Yes, aluminum tariffs increase input costs for some manufacturers. That is a real trade-off. But the alternative — allowing the complete collapse of domestic primary aluminum production — carries far greater long-term costs. If the United States loses the capacity to produce primary aluminum at industrial scale, no trade policy reversal will quickly rebuild it. Smelters take years and hundreds of millions of dollars to restart. Workers with specialized skills disperse and don’t return. The infrastructure atrophies. You don’t just flip a switch.
The question is not whether tariffs are cost-free. They are not. The question is whether the long-term strategic and economic cost of deindustrialization exceeds the short-term cost of protection. At Mt. Holly, the answer appears to be yes — and private capital is voting accordingly with a $50 million commitment.
Furthermore, it’s worth noting that the U.S. Supreme Court upheld the legal basis for the IEEPA tariff framework in 2026, removing significant legal uncertainty that had hung over the broader trade strategy. That ruling matters — it gives American manufacturers the policy stability they need to make long-term investment decisions with confidence.
How This Affects American Workers and Communities
Behind every statistic in this story is a family. The 100-plus new jobs at Mt. Holly aren’t abstract line items — they are careers with benefits in Berkeley County, South Carolina. At an average wage of approximately $100,000 per year, these are positions that support mortgages, college funds, and retirement savings. These are the kinds of jobs that build the civic backbone of a community.
For too long, the political and media establishment treated the loss of manufacturing jobs as an inevitable consequence of economic progress — something to be managed with retraining programs and government assistance rather than prevented through sound policy. The workers who lost those jobs never accepted that framing, and they were right not to.
When a government prioritizes the rules of a global trading system over the livelihoods of its own workers, it has lost the thread of what governance is for.
The Mt. Holly story is proof that a different approach is possible. Trade policy that defends American industry, enforces fair competition, and treats domestic manufacturing as a strategic asset — rather than a relic — produces real results.

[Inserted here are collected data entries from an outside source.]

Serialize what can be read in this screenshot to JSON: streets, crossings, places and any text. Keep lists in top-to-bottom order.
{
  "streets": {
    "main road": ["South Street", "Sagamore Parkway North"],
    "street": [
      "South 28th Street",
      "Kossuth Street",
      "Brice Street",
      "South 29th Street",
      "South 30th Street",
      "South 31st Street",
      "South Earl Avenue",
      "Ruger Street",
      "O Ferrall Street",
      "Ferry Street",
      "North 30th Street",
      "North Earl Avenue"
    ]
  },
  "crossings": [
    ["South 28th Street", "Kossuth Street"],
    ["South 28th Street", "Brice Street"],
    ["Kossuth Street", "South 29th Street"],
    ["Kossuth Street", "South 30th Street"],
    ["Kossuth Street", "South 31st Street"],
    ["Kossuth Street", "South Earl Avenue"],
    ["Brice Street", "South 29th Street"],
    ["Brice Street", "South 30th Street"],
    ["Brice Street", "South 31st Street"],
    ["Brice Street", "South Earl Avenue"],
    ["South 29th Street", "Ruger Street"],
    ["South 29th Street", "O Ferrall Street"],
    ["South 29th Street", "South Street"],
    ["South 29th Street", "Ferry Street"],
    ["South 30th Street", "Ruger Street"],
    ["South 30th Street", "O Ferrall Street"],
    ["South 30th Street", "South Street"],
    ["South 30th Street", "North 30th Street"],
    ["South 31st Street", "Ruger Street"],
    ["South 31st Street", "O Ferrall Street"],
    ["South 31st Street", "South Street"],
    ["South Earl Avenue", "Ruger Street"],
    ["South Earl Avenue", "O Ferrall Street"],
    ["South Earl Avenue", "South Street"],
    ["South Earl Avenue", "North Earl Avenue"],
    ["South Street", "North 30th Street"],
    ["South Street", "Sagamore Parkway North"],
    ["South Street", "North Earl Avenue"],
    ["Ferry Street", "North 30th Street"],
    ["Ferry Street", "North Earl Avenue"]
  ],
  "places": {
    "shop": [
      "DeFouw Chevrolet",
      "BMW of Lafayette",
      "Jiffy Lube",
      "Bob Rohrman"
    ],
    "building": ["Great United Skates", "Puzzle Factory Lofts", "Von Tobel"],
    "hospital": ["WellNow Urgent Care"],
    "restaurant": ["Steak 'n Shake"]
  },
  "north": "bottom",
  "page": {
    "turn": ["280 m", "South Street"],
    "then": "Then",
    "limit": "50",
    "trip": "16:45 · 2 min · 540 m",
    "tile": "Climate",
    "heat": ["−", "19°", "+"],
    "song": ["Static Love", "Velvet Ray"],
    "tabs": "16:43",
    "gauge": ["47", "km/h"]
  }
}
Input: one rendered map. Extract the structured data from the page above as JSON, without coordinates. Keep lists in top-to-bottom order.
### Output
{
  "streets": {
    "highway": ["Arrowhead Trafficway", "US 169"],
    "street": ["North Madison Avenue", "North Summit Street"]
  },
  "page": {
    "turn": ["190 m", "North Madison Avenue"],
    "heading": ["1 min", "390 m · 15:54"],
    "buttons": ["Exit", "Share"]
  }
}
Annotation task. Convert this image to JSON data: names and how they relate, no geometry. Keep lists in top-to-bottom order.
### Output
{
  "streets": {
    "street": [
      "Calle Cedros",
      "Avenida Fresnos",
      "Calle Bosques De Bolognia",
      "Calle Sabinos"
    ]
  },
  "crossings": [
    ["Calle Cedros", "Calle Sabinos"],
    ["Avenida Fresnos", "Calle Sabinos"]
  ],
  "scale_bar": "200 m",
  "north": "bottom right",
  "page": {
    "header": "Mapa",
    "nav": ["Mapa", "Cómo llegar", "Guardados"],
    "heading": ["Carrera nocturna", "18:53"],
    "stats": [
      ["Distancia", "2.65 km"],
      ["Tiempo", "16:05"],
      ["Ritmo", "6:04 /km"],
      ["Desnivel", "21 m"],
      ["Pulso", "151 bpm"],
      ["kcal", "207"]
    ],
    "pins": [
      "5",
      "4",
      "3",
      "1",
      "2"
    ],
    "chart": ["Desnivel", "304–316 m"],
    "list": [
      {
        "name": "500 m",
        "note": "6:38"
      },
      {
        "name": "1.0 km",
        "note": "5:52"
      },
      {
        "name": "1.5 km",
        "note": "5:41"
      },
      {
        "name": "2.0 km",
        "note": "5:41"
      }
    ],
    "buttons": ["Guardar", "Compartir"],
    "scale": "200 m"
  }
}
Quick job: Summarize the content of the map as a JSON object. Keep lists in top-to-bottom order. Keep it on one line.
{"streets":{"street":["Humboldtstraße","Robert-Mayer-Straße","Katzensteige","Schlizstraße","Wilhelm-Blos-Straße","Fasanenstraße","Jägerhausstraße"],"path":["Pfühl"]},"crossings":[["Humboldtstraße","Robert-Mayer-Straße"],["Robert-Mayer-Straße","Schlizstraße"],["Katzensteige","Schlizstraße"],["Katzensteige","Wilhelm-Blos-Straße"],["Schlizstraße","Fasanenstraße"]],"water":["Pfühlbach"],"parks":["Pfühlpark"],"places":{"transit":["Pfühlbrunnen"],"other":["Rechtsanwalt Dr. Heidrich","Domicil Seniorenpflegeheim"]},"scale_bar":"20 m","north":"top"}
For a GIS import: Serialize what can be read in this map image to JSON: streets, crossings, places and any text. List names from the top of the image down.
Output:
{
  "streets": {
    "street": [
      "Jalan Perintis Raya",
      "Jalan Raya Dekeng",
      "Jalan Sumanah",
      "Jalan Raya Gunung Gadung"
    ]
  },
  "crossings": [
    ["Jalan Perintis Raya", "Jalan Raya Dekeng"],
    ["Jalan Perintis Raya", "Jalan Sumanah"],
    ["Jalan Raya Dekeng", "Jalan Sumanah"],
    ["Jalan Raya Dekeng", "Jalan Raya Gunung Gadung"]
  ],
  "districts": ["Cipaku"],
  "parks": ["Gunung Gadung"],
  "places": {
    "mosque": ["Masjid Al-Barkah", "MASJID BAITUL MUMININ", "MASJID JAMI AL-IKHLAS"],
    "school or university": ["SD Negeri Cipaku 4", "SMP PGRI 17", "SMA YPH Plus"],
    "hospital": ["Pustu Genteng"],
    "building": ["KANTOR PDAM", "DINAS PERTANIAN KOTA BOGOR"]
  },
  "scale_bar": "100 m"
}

The Takeaway: Results Matter
The debate over tariffs is not over, and it shouldn’t be. Reasonable people can and should debate the scope, duration, and structure of trade protections. But that debate must be grounded in evidence — and the evidence from South Carolina is hard to dismiss.
A $50 million private investment. One hundred new six-figure jobs. A plant returning to full capacity for the first time in a decade. An industry that was quietly disappearing, now showing signs of life. These are not talking points — they are documented outcomes from a policy that was widely mocked when it was introduced.
For the communities that depend on manufacturing, for the workers who deserve a fair shot at a middle-class life, and for a country that cannot afford to outsource its industrial base, the Mt. Holly restart is more than good news. It’s a model.